今回はそれをビジネスシーン、プロジェクトマネジメントに応用してみます。あなたのプロジェクトはちゃんと着火していますか。
「焚き火をうまく着火させる、そして長く保つコツって何ですか?」
ある日、日本焚き火協会の事務局長であり電通Bチーム「焚き火」担当の私に、電通Bチーム創設者の倉成英俊さんからそんな質問がありました。もちろんそれが単なる焚き火のスキルの話ではなく「応用」を求めていることは言わずもがな。
難しい課題だなと思いつつ、いったん鈍感力を働かせ素直に事細かくそのコツを伝えたところ、「それってまさしくプロジェクトに火を付けて大きく育てていくための手法ですよね!」と面白がっている様子。ということで今回は焚き火のコツをお伝えすることにします。
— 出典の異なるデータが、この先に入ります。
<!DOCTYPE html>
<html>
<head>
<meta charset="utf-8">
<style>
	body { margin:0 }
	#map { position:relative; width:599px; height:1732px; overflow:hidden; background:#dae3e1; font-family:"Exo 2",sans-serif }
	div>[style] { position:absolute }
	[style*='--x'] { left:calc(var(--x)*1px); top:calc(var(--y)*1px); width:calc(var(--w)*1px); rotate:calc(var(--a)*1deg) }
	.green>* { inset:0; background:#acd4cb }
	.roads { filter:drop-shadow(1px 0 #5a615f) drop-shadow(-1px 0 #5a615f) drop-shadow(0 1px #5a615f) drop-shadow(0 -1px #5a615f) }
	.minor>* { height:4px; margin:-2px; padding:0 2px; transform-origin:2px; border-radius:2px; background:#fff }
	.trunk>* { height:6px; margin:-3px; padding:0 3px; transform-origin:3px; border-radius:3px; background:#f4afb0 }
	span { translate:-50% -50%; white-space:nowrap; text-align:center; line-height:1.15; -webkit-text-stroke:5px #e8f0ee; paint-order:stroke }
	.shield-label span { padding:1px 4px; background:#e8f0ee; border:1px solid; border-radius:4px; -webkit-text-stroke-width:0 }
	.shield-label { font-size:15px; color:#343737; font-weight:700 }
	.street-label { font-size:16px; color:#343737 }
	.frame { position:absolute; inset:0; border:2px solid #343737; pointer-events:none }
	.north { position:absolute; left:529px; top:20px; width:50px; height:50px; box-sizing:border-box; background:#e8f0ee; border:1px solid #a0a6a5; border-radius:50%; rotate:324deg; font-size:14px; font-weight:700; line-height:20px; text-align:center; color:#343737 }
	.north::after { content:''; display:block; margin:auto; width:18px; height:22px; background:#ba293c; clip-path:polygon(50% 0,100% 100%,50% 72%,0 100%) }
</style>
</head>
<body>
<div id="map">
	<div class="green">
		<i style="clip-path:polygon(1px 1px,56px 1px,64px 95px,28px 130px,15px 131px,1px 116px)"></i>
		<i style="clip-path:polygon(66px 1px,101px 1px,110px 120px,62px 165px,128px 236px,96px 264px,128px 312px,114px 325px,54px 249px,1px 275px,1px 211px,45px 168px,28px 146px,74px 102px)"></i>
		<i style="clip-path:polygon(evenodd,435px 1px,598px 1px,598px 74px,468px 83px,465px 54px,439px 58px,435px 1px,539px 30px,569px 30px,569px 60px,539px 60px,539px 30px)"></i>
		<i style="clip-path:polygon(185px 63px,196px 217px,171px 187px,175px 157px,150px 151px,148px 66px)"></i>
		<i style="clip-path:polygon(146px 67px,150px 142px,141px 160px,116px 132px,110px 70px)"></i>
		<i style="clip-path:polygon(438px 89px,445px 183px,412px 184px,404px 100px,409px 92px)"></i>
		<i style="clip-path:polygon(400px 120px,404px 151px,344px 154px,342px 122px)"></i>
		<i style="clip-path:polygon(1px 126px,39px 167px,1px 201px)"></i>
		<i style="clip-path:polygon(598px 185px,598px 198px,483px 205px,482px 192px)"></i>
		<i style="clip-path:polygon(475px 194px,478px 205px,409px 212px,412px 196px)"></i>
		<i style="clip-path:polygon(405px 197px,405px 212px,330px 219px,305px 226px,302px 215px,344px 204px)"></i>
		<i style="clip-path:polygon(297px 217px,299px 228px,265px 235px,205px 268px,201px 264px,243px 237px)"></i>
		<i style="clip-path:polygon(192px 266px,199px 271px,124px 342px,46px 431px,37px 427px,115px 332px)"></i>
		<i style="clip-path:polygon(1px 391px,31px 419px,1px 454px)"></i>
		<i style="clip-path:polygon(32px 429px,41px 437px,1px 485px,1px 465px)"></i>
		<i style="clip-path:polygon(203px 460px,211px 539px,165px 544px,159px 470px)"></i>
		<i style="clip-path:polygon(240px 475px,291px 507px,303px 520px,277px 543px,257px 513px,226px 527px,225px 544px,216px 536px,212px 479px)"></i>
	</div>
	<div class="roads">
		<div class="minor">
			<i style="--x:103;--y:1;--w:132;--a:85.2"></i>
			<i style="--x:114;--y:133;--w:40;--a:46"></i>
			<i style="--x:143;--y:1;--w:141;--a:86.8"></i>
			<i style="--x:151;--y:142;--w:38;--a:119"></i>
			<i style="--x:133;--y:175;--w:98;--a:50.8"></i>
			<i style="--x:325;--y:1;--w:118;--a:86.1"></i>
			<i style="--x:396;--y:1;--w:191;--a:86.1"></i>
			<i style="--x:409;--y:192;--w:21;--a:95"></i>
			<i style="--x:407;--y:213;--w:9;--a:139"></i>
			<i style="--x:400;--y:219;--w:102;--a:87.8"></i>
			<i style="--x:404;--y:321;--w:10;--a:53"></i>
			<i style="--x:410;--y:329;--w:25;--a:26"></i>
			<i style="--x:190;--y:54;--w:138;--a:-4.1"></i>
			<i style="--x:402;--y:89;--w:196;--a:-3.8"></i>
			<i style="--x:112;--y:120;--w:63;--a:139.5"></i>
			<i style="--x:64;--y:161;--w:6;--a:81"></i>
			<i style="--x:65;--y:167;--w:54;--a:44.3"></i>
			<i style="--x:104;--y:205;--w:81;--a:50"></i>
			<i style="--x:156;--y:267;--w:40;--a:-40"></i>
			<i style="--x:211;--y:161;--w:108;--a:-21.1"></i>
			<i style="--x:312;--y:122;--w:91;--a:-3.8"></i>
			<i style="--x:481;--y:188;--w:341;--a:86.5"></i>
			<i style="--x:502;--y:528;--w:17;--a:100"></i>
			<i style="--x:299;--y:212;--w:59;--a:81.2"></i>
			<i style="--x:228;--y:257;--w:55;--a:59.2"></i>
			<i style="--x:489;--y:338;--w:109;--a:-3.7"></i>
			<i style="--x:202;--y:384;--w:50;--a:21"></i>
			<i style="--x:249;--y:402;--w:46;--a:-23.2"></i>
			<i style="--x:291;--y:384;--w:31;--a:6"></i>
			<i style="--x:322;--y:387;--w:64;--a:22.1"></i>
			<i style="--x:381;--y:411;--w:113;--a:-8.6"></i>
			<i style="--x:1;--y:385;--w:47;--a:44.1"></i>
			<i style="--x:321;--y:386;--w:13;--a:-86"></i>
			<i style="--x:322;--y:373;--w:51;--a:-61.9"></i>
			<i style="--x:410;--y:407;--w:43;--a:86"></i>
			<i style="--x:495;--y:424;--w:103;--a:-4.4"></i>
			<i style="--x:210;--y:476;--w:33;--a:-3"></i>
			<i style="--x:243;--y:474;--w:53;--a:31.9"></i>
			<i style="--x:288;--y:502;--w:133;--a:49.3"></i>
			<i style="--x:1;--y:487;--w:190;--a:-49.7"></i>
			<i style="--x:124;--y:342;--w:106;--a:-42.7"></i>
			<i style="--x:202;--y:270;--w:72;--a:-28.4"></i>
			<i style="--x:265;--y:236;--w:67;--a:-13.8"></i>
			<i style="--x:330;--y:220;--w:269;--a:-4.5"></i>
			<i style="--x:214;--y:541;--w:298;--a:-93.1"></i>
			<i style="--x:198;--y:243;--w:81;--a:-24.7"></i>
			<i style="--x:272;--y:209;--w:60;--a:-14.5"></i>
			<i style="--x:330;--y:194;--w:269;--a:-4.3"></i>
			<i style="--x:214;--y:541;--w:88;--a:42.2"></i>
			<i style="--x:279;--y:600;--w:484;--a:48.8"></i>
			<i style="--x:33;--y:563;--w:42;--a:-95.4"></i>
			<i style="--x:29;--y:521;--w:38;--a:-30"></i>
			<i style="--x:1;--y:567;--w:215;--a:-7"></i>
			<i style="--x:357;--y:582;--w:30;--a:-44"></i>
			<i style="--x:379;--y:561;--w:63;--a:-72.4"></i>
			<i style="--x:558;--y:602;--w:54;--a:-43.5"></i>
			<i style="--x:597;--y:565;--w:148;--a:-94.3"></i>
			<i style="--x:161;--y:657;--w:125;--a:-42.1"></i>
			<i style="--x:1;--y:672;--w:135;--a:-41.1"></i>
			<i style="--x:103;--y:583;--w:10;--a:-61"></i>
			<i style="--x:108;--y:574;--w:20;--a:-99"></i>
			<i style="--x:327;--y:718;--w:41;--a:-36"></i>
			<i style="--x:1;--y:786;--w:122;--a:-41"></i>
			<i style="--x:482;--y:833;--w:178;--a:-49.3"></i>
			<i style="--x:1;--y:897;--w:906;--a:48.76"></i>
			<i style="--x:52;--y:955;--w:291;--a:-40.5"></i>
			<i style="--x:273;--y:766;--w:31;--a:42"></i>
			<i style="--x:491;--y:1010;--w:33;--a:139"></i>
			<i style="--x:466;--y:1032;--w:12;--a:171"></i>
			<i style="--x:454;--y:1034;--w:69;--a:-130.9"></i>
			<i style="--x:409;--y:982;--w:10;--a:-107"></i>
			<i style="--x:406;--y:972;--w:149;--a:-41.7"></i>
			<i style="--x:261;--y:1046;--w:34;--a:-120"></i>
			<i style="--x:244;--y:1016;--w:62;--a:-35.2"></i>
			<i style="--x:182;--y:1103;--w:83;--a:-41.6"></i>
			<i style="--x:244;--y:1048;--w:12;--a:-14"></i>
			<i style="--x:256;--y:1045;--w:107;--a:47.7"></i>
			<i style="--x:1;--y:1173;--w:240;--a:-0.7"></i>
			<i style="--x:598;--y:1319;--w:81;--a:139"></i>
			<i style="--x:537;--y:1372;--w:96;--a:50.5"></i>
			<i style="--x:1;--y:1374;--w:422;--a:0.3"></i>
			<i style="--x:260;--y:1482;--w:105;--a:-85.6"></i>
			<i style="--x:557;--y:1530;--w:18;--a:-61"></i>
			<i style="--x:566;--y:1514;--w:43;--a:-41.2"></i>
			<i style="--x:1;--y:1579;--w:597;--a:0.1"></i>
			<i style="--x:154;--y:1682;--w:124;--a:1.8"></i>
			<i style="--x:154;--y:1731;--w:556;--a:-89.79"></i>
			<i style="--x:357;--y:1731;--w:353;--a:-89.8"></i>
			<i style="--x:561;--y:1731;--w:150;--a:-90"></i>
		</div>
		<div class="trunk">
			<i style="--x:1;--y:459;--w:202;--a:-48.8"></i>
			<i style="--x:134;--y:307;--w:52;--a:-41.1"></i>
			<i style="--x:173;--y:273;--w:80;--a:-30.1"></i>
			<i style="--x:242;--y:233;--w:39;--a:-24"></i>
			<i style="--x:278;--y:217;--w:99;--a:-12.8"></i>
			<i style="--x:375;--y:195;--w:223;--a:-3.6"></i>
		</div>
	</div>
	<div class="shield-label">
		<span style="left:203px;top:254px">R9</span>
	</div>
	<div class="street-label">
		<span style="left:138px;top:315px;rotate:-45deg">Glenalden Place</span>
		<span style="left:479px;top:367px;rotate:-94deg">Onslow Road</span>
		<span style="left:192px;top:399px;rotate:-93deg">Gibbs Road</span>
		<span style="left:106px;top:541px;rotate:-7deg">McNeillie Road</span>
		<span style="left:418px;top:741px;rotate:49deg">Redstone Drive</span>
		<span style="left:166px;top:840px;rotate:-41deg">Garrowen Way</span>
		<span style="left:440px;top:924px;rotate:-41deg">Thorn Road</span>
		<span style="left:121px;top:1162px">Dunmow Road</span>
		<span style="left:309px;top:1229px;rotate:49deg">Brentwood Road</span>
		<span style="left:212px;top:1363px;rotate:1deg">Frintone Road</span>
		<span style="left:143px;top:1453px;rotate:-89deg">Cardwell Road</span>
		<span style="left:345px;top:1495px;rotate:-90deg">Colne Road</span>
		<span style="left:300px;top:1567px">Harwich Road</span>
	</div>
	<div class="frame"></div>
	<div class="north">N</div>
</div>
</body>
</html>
日本焚き火協会。焚き火検定の開催、たき火関連事業の監修、プロデュース等を行う。
法則の理解
最初に、火が発生するメカニズムを理解しておく必要があります。火が燃焼するために「燃料」「酸素」「熱」の3要素が連鎖的に化学反応を繰り返すことが必要であり、それは「ファイアートライアングル」というモデルで示されます。
まだ火が安定していない段階で、慌ててあおいで逆に火を消してしまう失敗を見かけることがありますが、それは火が十分に燃焼するために必要な「熱」がまだたまっていないことが要因です。たったひとつの要素が失われるだけで火は維持することはできません。この法則を理解しておくことは、焚き火のどのフェイズでも重要なことです。
あなたのプロジェクトに火を付け継続するために必須な3要素はなんでしょう。仮にたき火のベースとなる「燃料」が「人材」だったとします。まだ準備もできてないうちからいきなりうちわであおぎ、「熱」をしっかりとためる意識が抜けていませんか?「熱」をためるためには太い丸太や石等でしっかりと熱がたまるように囲ってあげることが必要です。その「囲い」とはなんでしょうか。
準備が8割
法則の理解ができたら「準備」に入りましょう。細かくフェイズを分けて、そのフェイズごとに適した準備をたき火を始める前に全て完了しておくことがポイントです。焚き火の成功はこの準備が8割といってもいいでしょう。
まずは、火ほくち口とたき付けです。ファイアースターターのような小さな火花から着火するには麻ひもをほぐしたものが適しています。ただし、ほんの数秒で燃え尽きてしまうため、さらにその次の準備をしっかり事前に整えておかなければなりません。
マッチやライターを持っているのであれば、シラカバの皮や松ぼっくりから始めるのがいいでしょう。たいていどこにでも落ちている松ぼっくり、もしなかったときの保険としてシラカバの皮をポケットに忍ばせておけば安心。それもなければフェザースティックをつくる手があります。
バトニング。まきを細く割るためにナイフの背を別のまき等でたたいて割る方法。